Also, might it not be better to try to get up as quickly as possible (big motors, max torque) and release while you still have a reasonable vertical speed?

This may not help you getting into orbit around Eve but...

I played with getting a single stage Terrier into orbit around Kerbin. The first attempts were hitting 9000m-10000m before stalling and then they didn't have enough fuel to reach orbit. I was launching with reduced torque, rpm and blade pitch (props not blades) because the craft became unstable if it accelerated/ascended too fast. Safety first, so 20m/s up was it with me trying to increase the aforementioned torque, rpm and pitch as I went up. It was tricky. I kept adding more fuel so as to make orbit with each attempt getting closer.

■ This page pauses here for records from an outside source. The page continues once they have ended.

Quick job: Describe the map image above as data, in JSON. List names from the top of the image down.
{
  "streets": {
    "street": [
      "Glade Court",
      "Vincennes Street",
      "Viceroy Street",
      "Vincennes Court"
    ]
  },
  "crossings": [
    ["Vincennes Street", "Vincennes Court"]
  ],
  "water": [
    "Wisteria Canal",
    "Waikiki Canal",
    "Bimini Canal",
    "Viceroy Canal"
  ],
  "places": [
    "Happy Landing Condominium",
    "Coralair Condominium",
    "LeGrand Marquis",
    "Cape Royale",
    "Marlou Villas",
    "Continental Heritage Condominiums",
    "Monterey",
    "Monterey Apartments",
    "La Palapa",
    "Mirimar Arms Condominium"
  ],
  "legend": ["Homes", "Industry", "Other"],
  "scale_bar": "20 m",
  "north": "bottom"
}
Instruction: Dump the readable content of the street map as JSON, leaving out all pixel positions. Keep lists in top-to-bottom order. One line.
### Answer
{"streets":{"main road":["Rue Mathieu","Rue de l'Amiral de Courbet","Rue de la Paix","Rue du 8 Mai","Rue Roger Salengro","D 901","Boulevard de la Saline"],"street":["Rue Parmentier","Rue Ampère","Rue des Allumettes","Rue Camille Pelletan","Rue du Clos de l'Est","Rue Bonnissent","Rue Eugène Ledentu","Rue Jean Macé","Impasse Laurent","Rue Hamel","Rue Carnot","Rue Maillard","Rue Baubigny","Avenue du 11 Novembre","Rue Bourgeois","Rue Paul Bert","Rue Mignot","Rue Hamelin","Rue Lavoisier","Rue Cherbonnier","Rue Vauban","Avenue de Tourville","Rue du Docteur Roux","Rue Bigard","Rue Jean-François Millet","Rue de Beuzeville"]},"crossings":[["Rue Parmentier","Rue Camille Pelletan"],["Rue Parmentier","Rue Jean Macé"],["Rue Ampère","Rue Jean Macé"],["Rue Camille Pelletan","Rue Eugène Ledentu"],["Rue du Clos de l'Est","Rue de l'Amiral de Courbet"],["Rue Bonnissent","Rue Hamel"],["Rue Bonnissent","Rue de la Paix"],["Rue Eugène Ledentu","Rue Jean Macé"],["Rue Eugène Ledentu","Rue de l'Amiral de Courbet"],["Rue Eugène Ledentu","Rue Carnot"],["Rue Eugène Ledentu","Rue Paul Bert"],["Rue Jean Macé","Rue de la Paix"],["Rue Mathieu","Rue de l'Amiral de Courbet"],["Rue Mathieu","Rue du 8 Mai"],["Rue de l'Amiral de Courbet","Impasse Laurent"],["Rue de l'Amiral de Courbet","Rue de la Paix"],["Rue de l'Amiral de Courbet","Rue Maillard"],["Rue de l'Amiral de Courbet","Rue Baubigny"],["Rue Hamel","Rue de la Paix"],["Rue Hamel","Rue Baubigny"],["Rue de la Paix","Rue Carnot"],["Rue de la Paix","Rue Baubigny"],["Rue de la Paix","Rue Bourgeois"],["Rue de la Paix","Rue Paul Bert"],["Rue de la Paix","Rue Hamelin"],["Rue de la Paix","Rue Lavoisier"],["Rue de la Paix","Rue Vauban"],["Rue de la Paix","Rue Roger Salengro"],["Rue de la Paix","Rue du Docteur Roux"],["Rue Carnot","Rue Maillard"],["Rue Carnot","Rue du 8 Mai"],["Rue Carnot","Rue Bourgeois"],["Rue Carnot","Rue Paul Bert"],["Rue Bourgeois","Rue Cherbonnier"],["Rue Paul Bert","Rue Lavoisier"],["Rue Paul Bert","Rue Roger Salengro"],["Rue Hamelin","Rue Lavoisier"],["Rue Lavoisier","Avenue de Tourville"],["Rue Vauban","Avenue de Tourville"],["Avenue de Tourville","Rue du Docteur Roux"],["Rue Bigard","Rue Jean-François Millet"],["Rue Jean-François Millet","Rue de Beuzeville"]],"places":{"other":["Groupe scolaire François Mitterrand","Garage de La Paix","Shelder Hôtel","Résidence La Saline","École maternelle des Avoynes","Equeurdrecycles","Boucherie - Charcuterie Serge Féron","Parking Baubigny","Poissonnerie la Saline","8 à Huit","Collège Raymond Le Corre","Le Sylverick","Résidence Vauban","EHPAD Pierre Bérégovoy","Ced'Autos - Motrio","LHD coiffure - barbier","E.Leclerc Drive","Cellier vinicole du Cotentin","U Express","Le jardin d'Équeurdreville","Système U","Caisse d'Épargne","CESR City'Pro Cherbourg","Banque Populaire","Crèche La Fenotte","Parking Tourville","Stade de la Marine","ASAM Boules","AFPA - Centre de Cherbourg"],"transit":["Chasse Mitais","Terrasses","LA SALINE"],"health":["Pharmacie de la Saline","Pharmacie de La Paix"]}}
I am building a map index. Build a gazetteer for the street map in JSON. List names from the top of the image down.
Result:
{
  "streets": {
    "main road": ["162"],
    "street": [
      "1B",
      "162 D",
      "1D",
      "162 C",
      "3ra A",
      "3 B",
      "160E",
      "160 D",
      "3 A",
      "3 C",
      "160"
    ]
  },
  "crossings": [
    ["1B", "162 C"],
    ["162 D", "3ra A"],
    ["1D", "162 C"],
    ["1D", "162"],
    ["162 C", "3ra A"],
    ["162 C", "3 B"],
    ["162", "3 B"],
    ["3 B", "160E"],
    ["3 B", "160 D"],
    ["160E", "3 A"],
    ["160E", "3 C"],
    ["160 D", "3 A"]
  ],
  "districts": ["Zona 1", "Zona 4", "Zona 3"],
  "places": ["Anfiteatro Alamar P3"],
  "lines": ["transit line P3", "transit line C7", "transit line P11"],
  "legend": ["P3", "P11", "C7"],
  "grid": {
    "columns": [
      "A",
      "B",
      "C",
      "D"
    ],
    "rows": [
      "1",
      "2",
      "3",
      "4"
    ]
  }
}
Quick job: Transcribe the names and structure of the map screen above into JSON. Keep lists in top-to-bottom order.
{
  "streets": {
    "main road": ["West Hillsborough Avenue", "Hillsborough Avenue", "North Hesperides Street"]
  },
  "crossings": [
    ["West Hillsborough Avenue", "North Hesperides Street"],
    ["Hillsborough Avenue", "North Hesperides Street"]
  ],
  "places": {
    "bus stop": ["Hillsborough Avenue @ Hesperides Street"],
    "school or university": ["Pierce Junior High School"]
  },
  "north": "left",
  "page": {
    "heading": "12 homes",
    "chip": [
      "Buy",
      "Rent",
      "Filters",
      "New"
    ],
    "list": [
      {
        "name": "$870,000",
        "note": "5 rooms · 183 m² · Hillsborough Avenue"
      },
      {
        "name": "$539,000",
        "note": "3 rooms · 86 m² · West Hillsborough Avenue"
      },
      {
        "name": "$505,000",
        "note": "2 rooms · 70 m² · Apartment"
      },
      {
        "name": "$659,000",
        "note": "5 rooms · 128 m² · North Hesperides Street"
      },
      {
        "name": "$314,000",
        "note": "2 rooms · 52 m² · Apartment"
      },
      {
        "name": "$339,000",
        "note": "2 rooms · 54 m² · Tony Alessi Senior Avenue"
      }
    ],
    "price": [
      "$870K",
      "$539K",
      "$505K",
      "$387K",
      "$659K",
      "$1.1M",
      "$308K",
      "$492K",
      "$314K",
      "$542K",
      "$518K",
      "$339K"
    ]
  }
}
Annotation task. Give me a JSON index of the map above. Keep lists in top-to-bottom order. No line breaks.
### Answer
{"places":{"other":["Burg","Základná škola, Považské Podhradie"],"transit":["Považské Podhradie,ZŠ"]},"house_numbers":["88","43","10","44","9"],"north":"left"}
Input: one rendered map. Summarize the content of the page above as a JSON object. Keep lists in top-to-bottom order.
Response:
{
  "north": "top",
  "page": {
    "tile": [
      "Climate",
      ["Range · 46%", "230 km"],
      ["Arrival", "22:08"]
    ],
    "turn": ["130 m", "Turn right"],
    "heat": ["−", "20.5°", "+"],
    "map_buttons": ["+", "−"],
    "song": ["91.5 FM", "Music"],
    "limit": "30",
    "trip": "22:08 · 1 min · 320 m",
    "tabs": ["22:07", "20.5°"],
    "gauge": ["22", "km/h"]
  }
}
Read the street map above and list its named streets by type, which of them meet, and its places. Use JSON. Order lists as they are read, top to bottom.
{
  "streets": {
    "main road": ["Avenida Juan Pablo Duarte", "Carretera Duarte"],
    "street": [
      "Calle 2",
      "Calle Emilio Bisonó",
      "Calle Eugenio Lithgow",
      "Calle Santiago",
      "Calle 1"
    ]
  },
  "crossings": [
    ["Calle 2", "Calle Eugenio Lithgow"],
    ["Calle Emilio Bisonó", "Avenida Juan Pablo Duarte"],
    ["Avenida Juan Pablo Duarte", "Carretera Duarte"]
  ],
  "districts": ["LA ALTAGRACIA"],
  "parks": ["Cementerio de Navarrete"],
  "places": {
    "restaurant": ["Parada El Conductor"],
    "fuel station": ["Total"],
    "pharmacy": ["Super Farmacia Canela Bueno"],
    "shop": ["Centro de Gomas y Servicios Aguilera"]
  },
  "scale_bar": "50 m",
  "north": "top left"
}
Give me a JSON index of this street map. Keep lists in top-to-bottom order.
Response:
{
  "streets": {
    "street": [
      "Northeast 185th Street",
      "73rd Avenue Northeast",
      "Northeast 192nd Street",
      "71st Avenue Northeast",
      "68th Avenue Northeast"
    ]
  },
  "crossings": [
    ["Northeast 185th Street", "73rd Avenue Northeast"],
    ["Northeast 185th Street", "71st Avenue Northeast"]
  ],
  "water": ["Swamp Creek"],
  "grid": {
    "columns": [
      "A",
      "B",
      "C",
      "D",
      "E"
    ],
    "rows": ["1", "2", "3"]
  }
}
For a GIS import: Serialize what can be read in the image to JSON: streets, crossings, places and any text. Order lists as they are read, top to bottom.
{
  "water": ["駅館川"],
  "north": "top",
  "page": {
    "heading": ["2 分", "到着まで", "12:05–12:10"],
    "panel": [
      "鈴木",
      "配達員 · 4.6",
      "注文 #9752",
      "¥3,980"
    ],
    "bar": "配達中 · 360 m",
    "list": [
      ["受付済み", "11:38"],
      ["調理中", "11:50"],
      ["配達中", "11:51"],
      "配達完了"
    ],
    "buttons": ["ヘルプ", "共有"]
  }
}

In the process I found that it was much easier and a heck of a lot faster to launch at maximum rpm and maximum torque, then just use blade pitch to smoothly accelerate to 140m/s up (much faster and bad things happened). I try to hold that speed for as long as possible by adjusting the prop pitch but because I am moving relatively fast, the cutoff point where the props start to become useless also comes much faster. This is the time to release and fire the rocket.

The first time I made orbit I released with 0m/s vertical speed - ie I maxed out the height first - and made it into orbit with about 50m/s dV  to spare.

Now I am releasing with 100m/s vertical speed - although at a lower altitude - and am reaching orbit with more than 1000m/s dV left. Big difference.

(Edit - with planes it doesn't matter so much but in this case I found it really, really helped to turn on caps-lock and use the fine adjustment for changing the prop pitch. One tap of the axis group keys gave about 0.5% adjustment)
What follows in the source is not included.